<<<<
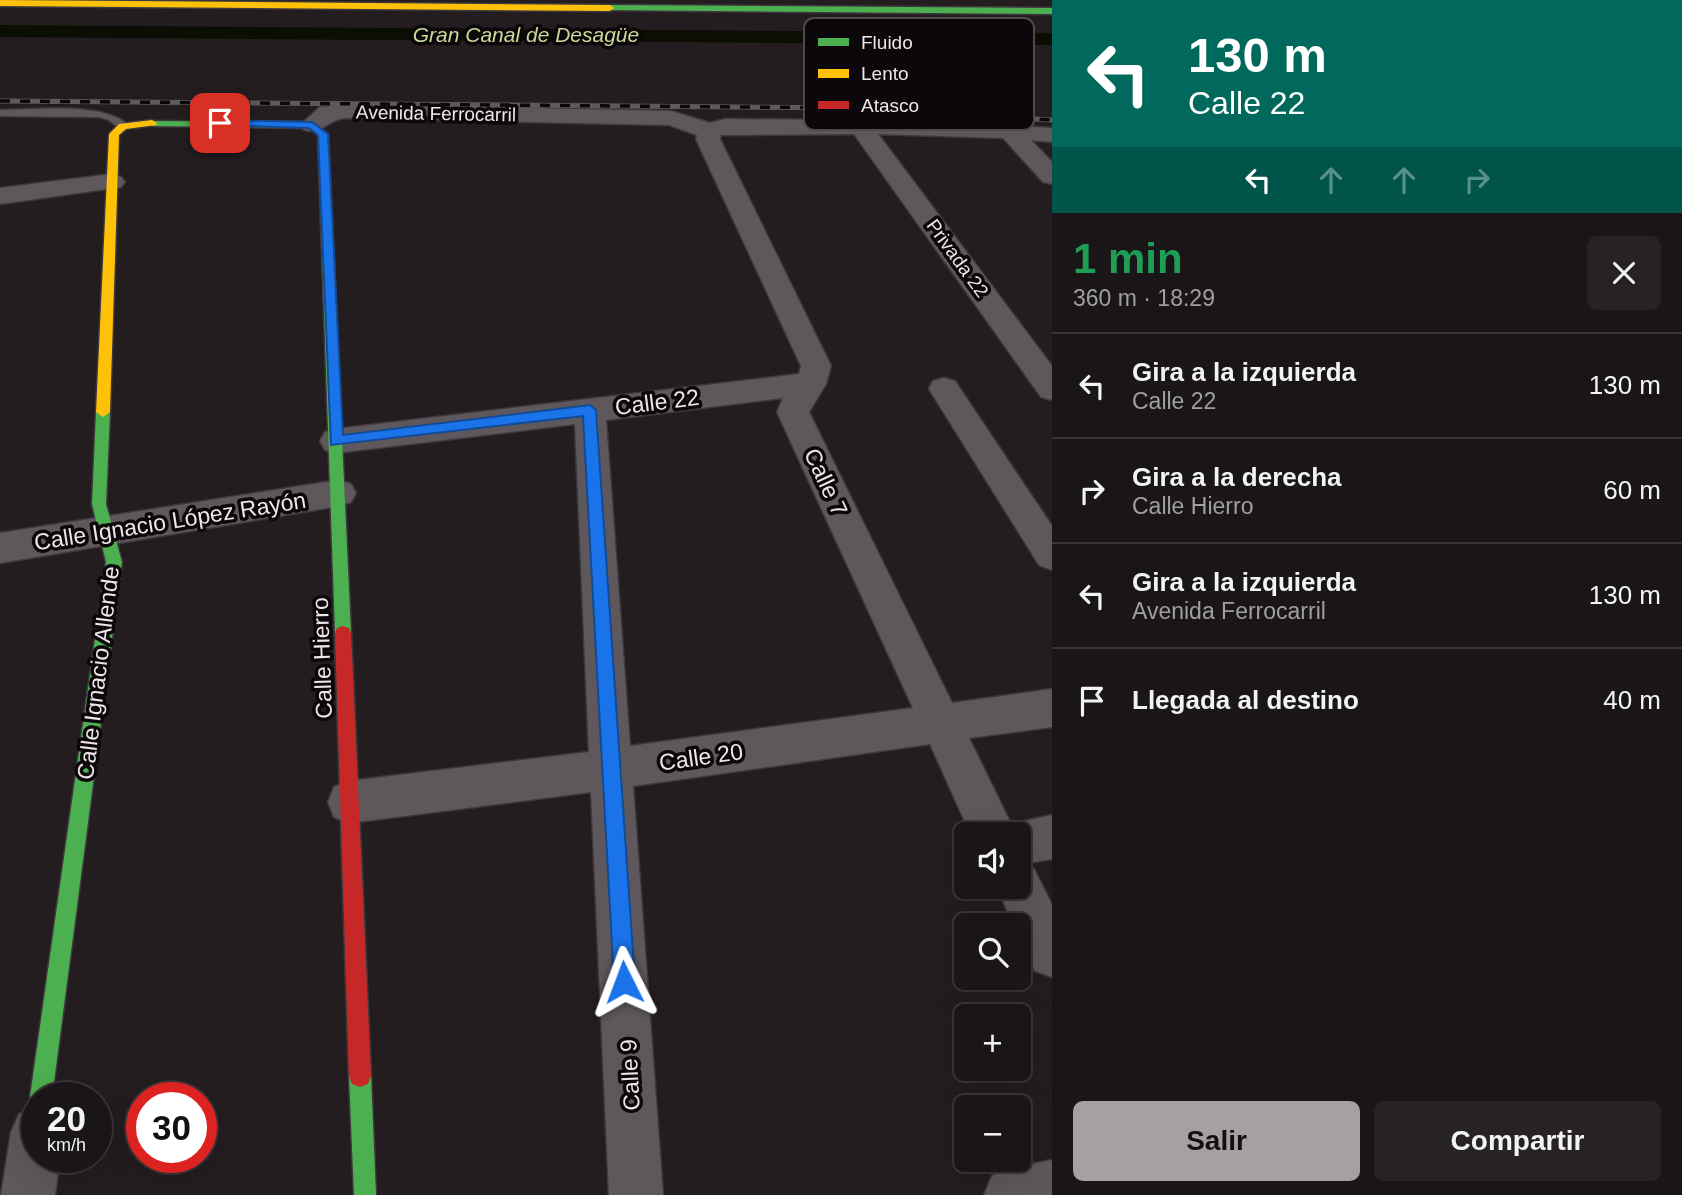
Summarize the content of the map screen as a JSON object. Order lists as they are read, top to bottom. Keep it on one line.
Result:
{"streets":{"main road":["Avenida Ferrocarril","Calle Hierro","Calle Ignacio Allende"],"street":["Privada 22","Calle 22","Calle 7","Calle Ignacio López Rayón","Calle 20","Calle 9"]},"crossings":[["Avenida Ferrocarril","Calle Hierro"],["Avenida Ferrocarril","Calle Ignacio Allende"],["Calle 22","Calle 7"],["Calle 22","Calle Hierro"],["Calle 22","Calle 9"],["Calle 7","Calle 20"],["Calle Ignacio López Rayón","Calle Hierro"],["Calle Ignacio López Rayón","Calle Ignacio Allende"],["Calle Hierro","Calle 20"],["Calle 20","Calle 9"]],"water":["Gran Canal de Desagüe"],"legend":["Fluido","Lento","Atasco"],"page":{"turn":["130 m","Calle 22"],"heading":["1 min","360 m · 18:29"],"list":[{"name":"Gira a la izquierda","note":"Calle 22","value":"130 m"},{"name":"Gira a la derecha","note":"Calle Hierro","value":"60 m"},{"name":"Gira a la izquierda","note":"Avenida Ferrocarril","value":"130 m"},{"name":"Llegada al destino","value":"40 m"}],"map_buttons":["+","−"],"speed":"20 km/h","limit":"30","buttons":["Salir","Compartir"]}}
>>>>
Write out each line of the data exactly; the images should be left out.

Summarize the content of the map screen as a JSON object. Order lists as they are read, top to bottom. Keep it on one line.
Result:
{"streets":{"main road":["Avenida Ferrocarril","Calle Hierro","Calle Ignacio Allende"],"street":["Privada 22","Calle 22","Calle 7","Calle Ignacio López Rayón","Calle 20","Calle 9"]},"crossings":[["Avenida Ferrocarril","Calle Hierro"],["Avenida Ferrocarril","Calle Ignacio Allende"],["Calle 22","Calle 7"],["Calle 22","Calle Hierro"],["Calle 22","Calle 9"],["Calle 7","Calle 20"],["Calle Ignacio López Rayón","Calle Hierro"],["Calle Ignacio López Rayón","Calle Ignacio Allende"],["Calle Hierro","Calle 20"],["Calle 20","Calle 9"]],"water":["Gran Canal de Desagüe"],"legend":["Fluido","Lento","Atasco"],"page":{"turn":["130 m","Calle 22"],"heading":["1 min","360 m · 18:29"],"list":[{"name":"Gira a la izquierda","note":"Calle 22","value":"130 m"},{"name":"Gira a la derecha","note":"Calle Hierro","value":"60 m"},{"name":"Gira a la izquierda","note":"Avenida Ferrocarril","value":"130 m"},{"name":"Llegada al destino","value":"40 m"}],"map_buttons":["+","−"],"speed":"20 km/h","limit":"30","buttons":["Salir","Compartir"]}}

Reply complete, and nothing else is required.